- AIM OF THE EXERCISE -
The answer must be every line from the entries below that includes "minor".

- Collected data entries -
++++++++++++++++++++

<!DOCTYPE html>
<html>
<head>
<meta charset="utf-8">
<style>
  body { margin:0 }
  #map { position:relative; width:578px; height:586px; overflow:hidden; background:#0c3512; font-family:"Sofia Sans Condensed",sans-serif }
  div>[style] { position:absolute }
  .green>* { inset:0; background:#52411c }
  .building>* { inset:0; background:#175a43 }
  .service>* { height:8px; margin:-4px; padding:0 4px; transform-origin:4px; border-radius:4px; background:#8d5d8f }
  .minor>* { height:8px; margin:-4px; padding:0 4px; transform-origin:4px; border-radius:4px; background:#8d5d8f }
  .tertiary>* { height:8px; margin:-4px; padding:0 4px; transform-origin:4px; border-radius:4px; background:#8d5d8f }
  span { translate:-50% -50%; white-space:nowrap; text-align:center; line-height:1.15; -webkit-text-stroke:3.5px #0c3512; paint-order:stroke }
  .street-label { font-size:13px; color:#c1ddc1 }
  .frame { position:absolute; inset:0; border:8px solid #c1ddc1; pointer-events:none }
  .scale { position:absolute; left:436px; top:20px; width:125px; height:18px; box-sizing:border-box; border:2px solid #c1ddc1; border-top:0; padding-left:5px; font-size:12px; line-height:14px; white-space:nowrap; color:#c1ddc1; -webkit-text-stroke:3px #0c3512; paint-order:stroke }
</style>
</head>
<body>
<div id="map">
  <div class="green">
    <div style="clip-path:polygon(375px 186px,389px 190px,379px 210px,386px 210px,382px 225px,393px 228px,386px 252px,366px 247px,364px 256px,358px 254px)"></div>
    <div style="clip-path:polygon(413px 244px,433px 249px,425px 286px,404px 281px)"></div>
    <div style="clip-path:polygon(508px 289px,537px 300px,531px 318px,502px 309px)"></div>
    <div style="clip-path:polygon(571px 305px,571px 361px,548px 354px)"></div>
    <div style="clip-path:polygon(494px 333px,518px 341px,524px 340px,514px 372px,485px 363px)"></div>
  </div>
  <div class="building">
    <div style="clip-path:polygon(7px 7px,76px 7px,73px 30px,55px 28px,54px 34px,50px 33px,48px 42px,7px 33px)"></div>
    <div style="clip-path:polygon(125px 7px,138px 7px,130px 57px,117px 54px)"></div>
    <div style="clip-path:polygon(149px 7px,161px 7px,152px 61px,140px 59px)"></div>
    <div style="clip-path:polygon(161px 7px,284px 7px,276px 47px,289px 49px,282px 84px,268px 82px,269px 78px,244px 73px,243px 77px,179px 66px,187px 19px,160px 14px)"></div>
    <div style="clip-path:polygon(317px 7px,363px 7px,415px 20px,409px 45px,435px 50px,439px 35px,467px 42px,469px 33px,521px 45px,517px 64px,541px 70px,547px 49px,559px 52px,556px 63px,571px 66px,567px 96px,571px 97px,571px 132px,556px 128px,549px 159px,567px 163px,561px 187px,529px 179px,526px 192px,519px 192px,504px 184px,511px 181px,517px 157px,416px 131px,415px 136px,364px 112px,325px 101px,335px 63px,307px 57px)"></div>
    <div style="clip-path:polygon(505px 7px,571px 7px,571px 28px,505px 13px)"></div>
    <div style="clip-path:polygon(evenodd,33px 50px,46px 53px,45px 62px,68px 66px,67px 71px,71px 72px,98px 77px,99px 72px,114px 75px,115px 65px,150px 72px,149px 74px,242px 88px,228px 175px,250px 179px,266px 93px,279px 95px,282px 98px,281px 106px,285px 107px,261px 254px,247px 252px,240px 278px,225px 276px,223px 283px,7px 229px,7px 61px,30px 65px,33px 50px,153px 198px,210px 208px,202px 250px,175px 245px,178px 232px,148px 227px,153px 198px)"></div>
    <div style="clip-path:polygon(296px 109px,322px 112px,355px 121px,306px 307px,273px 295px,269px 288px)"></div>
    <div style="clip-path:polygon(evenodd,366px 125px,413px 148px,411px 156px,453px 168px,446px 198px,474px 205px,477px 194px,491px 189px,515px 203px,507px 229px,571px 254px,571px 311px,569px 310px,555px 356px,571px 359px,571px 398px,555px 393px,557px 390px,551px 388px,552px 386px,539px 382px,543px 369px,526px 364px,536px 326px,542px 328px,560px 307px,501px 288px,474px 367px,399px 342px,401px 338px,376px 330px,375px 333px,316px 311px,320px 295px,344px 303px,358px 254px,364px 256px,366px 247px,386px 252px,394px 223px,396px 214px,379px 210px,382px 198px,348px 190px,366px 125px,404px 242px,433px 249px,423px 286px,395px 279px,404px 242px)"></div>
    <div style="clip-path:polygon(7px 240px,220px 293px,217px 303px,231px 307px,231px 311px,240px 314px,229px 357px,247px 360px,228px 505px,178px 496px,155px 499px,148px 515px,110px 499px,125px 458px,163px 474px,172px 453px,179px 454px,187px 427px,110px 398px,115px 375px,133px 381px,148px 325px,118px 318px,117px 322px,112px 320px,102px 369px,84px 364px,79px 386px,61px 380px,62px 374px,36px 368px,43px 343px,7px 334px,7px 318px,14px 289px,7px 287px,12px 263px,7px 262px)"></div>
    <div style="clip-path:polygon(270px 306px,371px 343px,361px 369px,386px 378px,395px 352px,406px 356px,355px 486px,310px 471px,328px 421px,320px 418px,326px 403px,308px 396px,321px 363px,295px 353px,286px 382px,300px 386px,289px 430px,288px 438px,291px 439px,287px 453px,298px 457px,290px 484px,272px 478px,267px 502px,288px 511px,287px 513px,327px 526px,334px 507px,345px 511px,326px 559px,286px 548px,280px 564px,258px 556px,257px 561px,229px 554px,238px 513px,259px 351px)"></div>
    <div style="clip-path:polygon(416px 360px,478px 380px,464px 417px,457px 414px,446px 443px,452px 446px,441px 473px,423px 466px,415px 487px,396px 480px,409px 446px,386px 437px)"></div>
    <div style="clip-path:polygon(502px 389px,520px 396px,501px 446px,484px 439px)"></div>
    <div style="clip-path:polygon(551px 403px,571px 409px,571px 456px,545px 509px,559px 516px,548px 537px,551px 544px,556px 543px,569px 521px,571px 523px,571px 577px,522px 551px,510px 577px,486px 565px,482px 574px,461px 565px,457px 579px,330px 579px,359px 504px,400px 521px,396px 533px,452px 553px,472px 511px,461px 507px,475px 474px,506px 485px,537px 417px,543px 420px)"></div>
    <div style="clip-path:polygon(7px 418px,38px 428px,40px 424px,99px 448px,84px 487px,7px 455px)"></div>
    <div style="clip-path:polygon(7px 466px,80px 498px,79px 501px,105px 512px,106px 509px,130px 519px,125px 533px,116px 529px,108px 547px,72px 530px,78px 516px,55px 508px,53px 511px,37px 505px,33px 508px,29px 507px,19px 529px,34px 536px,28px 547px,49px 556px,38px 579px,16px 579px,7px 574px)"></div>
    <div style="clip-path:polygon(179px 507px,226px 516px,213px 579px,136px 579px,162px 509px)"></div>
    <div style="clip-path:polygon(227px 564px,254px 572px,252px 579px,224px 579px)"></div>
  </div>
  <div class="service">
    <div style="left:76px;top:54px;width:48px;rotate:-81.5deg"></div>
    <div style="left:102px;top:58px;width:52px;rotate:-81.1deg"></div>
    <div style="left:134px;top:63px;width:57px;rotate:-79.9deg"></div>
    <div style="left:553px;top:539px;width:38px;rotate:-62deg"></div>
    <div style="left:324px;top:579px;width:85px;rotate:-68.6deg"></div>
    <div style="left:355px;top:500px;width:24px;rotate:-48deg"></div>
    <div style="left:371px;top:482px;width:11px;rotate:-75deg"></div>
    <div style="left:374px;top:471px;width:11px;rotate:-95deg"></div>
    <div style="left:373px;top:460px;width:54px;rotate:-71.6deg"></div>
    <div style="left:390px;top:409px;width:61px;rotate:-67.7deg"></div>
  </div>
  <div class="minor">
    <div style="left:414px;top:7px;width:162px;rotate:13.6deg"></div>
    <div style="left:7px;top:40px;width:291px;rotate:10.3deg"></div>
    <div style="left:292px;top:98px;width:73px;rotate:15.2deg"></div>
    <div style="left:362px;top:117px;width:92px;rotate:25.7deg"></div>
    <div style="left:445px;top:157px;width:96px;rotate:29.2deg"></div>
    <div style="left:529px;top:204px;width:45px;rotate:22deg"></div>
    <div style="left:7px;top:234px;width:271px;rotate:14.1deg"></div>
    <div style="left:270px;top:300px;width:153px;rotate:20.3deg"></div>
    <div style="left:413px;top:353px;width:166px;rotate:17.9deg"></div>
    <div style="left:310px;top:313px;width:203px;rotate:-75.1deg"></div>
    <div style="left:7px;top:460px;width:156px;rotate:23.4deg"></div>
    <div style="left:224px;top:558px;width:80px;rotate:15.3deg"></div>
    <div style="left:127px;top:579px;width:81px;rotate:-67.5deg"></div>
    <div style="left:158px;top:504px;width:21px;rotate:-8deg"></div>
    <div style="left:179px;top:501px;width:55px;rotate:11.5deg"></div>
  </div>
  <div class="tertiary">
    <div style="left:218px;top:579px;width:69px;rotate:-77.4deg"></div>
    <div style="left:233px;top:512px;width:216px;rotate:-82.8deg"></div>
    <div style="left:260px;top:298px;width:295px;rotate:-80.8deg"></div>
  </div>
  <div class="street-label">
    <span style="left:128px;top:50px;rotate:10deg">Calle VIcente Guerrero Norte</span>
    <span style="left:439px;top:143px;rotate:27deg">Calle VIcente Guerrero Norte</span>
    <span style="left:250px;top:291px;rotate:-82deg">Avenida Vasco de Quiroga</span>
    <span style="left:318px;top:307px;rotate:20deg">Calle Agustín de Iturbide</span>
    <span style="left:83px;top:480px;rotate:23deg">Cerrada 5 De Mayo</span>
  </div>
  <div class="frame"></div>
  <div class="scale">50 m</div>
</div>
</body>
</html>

++++++++++++++++++++

- EXERCISE RESULT -
  .minor>* { height:8px; margin:-4px; padding:0 4px; transform-origin:4px; border-radius:4px; background:#8d5d8f }
  <div class="minor">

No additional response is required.